Duplicate data is a ubiquitous problem in the data world. It often appears when data from different silos are consolidated. It could be an issue in an analytic project based on data aggregated from various sources. The training data for a machine learning model may have duplicates and unless removed it will have an adverse impact on the model performance. In this post we will go through a simple feed forward neural network based solution for finding duplicates. It’s applicable for any structured data, whether a relational table or a JSON data.

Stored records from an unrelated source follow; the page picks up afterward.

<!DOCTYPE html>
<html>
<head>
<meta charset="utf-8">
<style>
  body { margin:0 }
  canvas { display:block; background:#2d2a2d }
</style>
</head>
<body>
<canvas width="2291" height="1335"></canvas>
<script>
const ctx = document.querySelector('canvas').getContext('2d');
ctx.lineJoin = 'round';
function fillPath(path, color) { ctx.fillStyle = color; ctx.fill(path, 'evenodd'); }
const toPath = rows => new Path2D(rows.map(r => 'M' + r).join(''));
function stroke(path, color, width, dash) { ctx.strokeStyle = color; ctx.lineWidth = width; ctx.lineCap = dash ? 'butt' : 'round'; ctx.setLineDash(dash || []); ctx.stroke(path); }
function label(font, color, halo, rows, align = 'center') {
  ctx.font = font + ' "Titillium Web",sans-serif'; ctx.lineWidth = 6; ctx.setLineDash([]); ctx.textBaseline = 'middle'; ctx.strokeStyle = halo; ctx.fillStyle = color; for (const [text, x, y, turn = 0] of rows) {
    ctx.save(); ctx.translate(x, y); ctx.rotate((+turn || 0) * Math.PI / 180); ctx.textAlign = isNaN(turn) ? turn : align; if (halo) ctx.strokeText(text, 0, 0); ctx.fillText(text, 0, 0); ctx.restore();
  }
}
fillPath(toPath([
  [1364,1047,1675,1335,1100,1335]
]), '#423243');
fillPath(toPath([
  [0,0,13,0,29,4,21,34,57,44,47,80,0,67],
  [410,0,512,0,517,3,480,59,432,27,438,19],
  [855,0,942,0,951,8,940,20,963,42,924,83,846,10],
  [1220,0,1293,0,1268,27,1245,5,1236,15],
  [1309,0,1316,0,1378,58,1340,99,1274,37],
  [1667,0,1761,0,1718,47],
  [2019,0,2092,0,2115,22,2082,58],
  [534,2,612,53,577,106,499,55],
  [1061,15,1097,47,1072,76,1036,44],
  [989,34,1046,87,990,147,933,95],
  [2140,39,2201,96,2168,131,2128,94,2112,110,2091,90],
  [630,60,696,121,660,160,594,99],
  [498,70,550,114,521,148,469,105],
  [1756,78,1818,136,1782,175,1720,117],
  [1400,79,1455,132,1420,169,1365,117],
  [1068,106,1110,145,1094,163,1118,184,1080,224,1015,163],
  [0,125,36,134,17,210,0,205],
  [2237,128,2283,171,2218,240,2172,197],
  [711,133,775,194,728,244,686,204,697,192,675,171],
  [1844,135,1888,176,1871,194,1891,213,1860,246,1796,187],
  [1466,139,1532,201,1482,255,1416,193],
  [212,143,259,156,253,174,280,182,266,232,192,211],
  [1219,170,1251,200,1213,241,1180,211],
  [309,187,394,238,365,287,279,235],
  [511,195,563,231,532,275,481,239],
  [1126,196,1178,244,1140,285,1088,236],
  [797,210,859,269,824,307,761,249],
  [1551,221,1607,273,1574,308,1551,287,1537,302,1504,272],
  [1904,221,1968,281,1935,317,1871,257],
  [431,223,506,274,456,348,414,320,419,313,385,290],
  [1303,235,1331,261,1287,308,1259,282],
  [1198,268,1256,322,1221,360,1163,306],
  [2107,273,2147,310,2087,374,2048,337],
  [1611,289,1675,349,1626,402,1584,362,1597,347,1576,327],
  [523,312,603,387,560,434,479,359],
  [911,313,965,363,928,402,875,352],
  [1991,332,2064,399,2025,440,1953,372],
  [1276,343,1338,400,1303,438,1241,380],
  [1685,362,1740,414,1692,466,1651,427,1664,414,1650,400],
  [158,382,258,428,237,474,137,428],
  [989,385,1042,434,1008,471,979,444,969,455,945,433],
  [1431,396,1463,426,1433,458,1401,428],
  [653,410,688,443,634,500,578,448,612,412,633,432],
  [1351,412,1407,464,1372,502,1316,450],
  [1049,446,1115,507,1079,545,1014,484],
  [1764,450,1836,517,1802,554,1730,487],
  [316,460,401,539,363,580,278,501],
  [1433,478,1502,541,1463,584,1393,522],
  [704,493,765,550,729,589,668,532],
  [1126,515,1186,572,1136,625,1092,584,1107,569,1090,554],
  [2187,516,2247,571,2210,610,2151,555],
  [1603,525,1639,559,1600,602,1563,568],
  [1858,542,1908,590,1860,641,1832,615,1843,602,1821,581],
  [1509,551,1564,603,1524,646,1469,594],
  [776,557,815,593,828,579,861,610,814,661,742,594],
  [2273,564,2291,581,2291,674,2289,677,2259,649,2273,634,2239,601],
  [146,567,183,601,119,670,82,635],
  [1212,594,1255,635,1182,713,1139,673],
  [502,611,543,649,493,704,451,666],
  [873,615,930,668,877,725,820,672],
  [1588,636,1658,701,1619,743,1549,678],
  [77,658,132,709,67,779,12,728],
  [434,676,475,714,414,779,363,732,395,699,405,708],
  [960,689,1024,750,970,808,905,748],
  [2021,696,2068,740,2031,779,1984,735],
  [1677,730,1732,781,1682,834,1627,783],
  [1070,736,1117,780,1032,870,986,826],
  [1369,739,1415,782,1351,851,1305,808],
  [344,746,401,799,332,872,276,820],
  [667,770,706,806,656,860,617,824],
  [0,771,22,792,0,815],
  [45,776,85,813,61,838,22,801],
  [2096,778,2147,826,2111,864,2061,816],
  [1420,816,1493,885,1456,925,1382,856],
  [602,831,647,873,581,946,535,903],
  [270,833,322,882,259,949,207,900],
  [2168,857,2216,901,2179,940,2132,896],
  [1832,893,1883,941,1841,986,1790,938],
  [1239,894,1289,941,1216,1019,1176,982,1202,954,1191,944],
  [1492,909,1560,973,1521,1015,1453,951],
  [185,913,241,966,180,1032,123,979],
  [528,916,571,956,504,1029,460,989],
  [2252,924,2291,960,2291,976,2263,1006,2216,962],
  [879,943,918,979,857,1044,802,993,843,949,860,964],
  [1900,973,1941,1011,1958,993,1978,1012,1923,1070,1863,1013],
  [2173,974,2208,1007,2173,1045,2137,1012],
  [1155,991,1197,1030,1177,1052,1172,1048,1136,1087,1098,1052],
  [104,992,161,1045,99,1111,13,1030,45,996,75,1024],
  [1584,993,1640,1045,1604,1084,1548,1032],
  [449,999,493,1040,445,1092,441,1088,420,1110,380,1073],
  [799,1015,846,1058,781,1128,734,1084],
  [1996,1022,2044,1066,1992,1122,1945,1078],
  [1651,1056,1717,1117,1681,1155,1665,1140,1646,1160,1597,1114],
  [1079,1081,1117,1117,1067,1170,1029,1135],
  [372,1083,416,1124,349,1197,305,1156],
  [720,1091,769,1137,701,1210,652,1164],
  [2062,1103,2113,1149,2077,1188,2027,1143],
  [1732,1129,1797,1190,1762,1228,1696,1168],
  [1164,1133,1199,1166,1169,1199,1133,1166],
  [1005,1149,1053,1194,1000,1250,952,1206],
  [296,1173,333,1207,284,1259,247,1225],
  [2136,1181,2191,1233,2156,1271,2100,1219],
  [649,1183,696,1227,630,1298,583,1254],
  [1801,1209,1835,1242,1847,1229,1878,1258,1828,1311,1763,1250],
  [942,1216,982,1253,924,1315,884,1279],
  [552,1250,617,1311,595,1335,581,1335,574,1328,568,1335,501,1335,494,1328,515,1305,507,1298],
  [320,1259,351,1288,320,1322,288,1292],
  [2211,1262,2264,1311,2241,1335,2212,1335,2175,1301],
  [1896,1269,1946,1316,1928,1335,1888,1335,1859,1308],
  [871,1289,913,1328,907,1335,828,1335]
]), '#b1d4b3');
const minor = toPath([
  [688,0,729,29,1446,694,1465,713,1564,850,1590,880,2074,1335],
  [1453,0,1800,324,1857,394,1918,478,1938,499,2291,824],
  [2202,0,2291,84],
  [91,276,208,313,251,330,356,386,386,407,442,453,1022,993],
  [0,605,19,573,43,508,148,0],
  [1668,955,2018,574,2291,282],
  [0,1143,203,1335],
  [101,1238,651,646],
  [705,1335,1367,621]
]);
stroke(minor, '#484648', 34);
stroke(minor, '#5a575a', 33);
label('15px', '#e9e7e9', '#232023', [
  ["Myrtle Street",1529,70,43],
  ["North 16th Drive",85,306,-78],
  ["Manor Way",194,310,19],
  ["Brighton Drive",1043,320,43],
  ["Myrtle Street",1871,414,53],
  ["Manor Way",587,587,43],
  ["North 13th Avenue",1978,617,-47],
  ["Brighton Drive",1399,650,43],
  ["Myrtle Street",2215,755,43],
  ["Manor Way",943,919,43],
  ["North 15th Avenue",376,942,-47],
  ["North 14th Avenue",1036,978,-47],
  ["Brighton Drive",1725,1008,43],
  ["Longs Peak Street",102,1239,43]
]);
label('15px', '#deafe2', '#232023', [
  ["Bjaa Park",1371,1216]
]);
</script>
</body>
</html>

The solution is available in open source project avenir. PyTorch has been used for the NN model. It could easily be reimplemented with TensorFlow.

Near Duplicate Data

The general approach is to pair a record with all other data records and find similarity. If the similarity is above some threshold, the pair of records is considered duplicates. Here are the 2 steps for similarity calculation

Find field pairwise similarity between the 2 records
Aggregate field similarityies

For numeric fields, the field similarity could simply be a normalized difference. For text fields similarity there are various options as below

Edit distance e.g Levenshtein Distance
Vectorize and then cosine similarity

Edit distance algorithms are computationally intensive and and does not scale well for long text. Here are some techniques for vectorization based approaches. Sometimes log of the frequency is taken. The frequencies may also be normalized

Term i.e word frequency inverse document frequency of TF-IDF.
Frequency of character ngrams.

I have chosen a character ngram based approach, which is more appropriate when the data is characterized by small typographical errors. It has the following advantages compared to TF-IDF

Vocabulary size is fixed and the size depends on the number of characters in the ngram. So there is no out of vocabulary issue
It’s more tolerant of typographical errors in data

Field Similarity Aggregation with Machine Learning

The second task for finding record similarities is aggregation of field similarities.There are various techniques for record similarities. Some of the popular metric are listed below

Euclidean
Cosine
Minkowski
Manhattan

All these techniques treat all fields equally, which may not be appropriate for highly nuanced business data. All fields may not be equally relevant. For example, the email ID may be different for same customer data from different sources. We would like to assign varying weights to the different fields.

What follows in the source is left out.